* **WHAT THE TASK ASKS**
Each record below should be written out again exactly as given.

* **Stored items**

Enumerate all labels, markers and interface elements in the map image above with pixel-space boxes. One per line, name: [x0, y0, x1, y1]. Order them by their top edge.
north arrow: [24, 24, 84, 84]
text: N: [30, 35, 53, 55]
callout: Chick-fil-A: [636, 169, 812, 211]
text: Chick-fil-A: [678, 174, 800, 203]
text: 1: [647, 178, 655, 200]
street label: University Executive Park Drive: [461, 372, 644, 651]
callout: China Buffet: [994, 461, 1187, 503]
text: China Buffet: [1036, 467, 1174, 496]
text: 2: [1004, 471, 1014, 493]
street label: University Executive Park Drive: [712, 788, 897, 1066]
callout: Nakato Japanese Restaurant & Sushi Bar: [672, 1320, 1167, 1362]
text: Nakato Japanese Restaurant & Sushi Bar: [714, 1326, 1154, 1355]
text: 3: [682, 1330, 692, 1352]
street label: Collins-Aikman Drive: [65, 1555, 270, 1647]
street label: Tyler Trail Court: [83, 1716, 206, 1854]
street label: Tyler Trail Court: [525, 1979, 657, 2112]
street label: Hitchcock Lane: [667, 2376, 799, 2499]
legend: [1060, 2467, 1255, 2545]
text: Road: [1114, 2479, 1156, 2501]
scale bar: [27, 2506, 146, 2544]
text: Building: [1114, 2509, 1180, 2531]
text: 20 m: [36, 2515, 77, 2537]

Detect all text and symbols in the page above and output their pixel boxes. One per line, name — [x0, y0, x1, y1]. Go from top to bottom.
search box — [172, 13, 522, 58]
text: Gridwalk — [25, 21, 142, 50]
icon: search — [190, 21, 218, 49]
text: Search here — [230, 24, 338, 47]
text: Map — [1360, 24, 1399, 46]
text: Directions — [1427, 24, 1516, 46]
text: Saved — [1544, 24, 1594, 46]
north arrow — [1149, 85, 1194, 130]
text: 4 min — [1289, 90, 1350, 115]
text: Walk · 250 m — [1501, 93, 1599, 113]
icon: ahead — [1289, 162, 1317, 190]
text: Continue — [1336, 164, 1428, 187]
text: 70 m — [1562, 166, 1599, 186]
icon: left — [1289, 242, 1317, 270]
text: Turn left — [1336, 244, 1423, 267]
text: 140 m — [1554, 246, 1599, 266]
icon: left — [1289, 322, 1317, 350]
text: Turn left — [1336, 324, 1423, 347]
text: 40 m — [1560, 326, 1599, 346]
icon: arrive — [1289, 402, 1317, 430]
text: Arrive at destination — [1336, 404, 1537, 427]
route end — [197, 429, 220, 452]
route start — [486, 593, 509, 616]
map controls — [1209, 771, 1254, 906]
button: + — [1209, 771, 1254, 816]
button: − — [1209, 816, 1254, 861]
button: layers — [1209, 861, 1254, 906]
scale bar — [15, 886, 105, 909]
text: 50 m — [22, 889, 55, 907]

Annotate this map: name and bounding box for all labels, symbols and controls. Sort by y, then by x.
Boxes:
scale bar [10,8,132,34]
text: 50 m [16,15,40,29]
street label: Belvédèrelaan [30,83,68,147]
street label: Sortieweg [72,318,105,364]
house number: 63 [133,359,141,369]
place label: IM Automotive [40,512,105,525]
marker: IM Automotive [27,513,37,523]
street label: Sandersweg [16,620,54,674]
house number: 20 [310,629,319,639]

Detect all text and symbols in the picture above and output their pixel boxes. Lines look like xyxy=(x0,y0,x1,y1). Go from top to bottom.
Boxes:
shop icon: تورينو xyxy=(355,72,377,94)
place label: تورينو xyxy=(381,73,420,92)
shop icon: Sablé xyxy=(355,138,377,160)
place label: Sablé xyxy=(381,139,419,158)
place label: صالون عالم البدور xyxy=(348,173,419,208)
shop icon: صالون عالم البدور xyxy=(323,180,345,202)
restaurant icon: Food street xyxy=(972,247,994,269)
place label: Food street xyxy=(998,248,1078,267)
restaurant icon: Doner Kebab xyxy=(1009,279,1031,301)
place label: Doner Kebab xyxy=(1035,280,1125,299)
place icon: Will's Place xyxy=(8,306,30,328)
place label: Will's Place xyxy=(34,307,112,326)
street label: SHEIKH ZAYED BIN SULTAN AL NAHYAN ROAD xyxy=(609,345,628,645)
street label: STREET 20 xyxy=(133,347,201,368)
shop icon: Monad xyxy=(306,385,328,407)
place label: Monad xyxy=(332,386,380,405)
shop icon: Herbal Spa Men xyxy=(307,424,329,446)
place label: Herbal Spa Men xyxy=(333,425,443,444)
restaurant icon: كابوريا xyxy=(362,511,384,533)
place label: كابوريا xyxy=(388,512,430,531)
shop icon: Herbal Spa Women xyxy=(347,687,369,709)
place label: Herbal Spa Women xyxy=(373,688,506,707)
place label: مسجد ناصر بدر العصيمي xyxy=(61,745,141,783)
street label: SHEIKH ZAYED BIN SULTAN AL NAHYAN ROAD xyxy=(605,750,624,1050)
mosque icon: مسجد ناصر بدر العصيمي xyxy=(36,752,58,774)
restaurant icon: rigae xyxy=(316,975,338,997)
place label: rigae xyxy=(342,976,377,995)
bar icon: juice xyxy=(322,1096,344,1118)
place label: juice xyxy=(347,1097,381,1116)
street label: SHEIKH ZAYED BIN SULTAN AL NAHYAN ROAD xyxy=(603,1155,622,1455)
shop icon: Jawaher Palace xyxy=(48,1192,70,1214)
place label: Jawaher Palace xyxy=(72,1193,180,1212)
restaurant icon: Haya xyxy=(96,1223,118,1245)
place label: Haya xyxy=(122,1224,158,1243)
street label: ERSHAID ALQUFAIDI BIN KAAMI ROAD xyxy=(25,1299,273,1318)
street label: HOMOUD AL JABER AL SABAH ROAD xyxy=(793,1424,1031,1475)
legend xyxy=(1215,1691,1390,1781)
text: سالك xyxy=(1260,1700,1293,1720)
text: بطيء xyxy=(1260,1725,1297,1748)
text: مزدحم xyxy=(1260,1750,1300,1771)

* **RESULT OF THIS TASK**
Enumerate all labels, markers and interface elements in the map image above with pixel-space boxes. One per line, name: [x0, y0, x1, y1]. Order them by their top edge.
north arrow: [24, 24, 84, 84]
text: N: [30, 35, 53, 55]
callout: Chick-fil-A: [636, 169, 812, 211]
text: Chick-fil-A: [678, 174, 800, 203]
text: 1: [647, 178, 655, 200]
street label: University Executive Park Drive: [461, 372, 644, 651]
callout: China Buffet: [994, 461, 1187, 503]
text: China Buffet: [1036, 467, 1174, 496]
text: 2: [1004, 471, 1014, 493]
street label: University Executive Park Drive: [712, 788, 897, 1066]
callout: Nakato Japanese Restaurant & Sushi Bar: [672, 1320, 1167, 1362]
text: Nakato Japanese Restaurant & Sushi Bar: [714, 1326, 1154, 1355]
text: 3: [682, 1330, 692, 1352]
street label: Collins-Aikman Drive: [65, 1555, 270, 1647]
street label: Tyler Trail Court: [83, 1716, 206, 1854]
street label: Tyler Trail Court: [525, 1979, 657, 2112]
street label: Hitchcock Lane: [667, 2376, 799, 2499]
legend: [1060, 2467, 1255, 2545]
text: Road: [1114, 2479, 1156, 2501]
scale bar: [27, 2506, 146, 2544]
text: Building: [1114, 2509, 1180, 2531]
text: 20 m: [36, 2515, 77, 2537]

Detect all text and symbols in the page above and output their pixel boxes. One per line, name — [x0, y0, x1, y1]. Go from top to bottom.
search box — [172, 13, 522, 58]
text: Gridwalk — [25, 21, 142, 50]
icon: search — [190, 21, 218, 49]
text: Search here — [230, 24, 338, 47]
text: Map — [1360, 24, 1399, 46]
text: Directions — [1427, 24, 1516, 46]
text: Saved — [1544, 24, 1594, 46]
north arrow — [1149, 85, 1194, 130]
text: 4 min — [1289, 90, 1350, 115]
text: Walk · 250 m — [1501, 93, 1599, 113]
icon: ahead — [1289, 162, 1317, 190]
text: Continue — [1336, 164, 1428, 187]
text: 70 m — [1562, 166, 1599, 186]
icon: left — [1289, 242, 1317, 270]
text: Turn left — [1336, 244, 1423, 267]
text: 140 m — [1554, 246, 1599, 266]
icon: left — [1289, 322, 1317, 350]
text: Turn left — [1336, 324, 1423, 347]
text: 40 m — [1560, 326, 1599, 346]
icon: arrive — [1289, 402, 1317, 430]
text: Arrive at destination — [1336, 404, 1537, 427]
route end — [197, 429, 220, 452]
route start — [486, 593, 509, 616]
map controls — [1209, 771, 1254, 906]
button: + — [1209, 771, 1254, 816]
button: − — [1209, 816, 1254, 861]
button: layers — [1209, 861, 1254, 906]
scale bar — [15, 886, 105, 909]
text: 50 m — [22, 889, 55, 907]

Annotate this map: name and bounding box for all labels, symbols and controls. Sort by y, then by x.
Boxes:
scale bar [10,8,132,34]
text: 50 m [16,15,40,29]
street label: Belvédèrelaan [30,83,68,147]
street label: Sortieweg [72,318,105,364]
house number: 63 [133,359,141,369]
place label: IM Automotive [40,512,105,525]
marker: IM Automotive [27,513,37,523]
street label: Sandersweg [16,620,54,674]
house number: 20 [310,629,319,639]

Detect all text and symbols in the picture above and output their pixel boxes. Lines look like xyxy=(x0,y0,x1,y1). Go from top to bottom.
Boxes:
shop icon: تورينو xyxy=(355,72,377,94)
place label: تورينو xyxy=(381,73,420,92)
shop icon: Sablé xyxy=(355,138,377,160)
place label: Sablé xyxy=(381,139,419,158)
place label: صالون عالم البدور xyxy=(348,173,419,208)
shop icon: صالون عالم البدور xyxy=(323,180,345,202)
restaurant icon: Food street xyxy=(972,247,994,269)
place label: Food street xyxy=(998,248,1078,267)
restaurant icon: Doner Kebab xyxy=(1009,279,1031,301)
place label: Doner Kebab xyxy=(1035,280,1125,299)
place icon: Will's Place xyxy=(8,306,30,328)
place label: Will's Place xyxy=(34,307,112,326)
street label: SHEIKH ZAYED BIN SULTAN AL NAHYAN ROAD xyxy=(609,345,628,645)
street label: STREET 20 xyxy=(133,347,201,368)
shop icon: Monad xyxy=(306,385,328,407)
place label: Monad xyxy=(332,386,380,405)
shop icon: Herbal Spa Men xyxy=(307,424,329,446)
place label: Herbal Spa Men xyxy=(333,425,443,444)
restaurant icon: كابوريا xyxy=(362,511,384,533)
place label: كابوريا xyxy=(388,512,430,531)
shop icon: Herbal Spa Women xyxy=(347,687,369,709)
place label: Herbal Spa Women xyxy=(373,688,506,707)
place label: مسجد ناصر بدر العصيمي xyxy=(61,745,141,783)
street label: SHEIKH ZAYED BIN SULTAN AL NAHYAN ROAD xyxy=(605,750,624,1050)
mosque icon: مسجد ناصر بدر العصيمي xyxy=(36,752,58,774)
restaurant icon: rigae xyxy=(316,975,338,997)
place label: rigae xyxy=(342,976,377,995)
bar icon: juice xyxy=(322,1096,344,1118)
place label: juice xyxy=(347,1097,381,1116)
street label: SHEIKH ZAYED BIN SULTAN AL NAHYAN ROAD xyxy=(603,1155,622,1455)
shop icon: Jawaher Palace xyxy=(48,1192,70,1214)
place label: Jawaher Palace xyxy=(72,1193,180,1212)
restaurant icon: Haya xyxy=(96,1223,118,1245)
place label: Haya xyxy=(122,1224,158,1243)
street label: ERSHAID ALQUFAIDI BIN KAAMI ROAD xyxy=(25,1299,273,1318)
street label: HOMOUD AL JABER AL SABAH ROAD xyxy=(793,1424,1031,1475)
legend xyxy=(1215,1691,1390,1781)
text: سالك xyxy=(1260,1700,1293,1720)
text: بطيء xyxy=(1260,1725,1297,1748)
text: مزدحم xyxy=(1260,1750,1300,1771)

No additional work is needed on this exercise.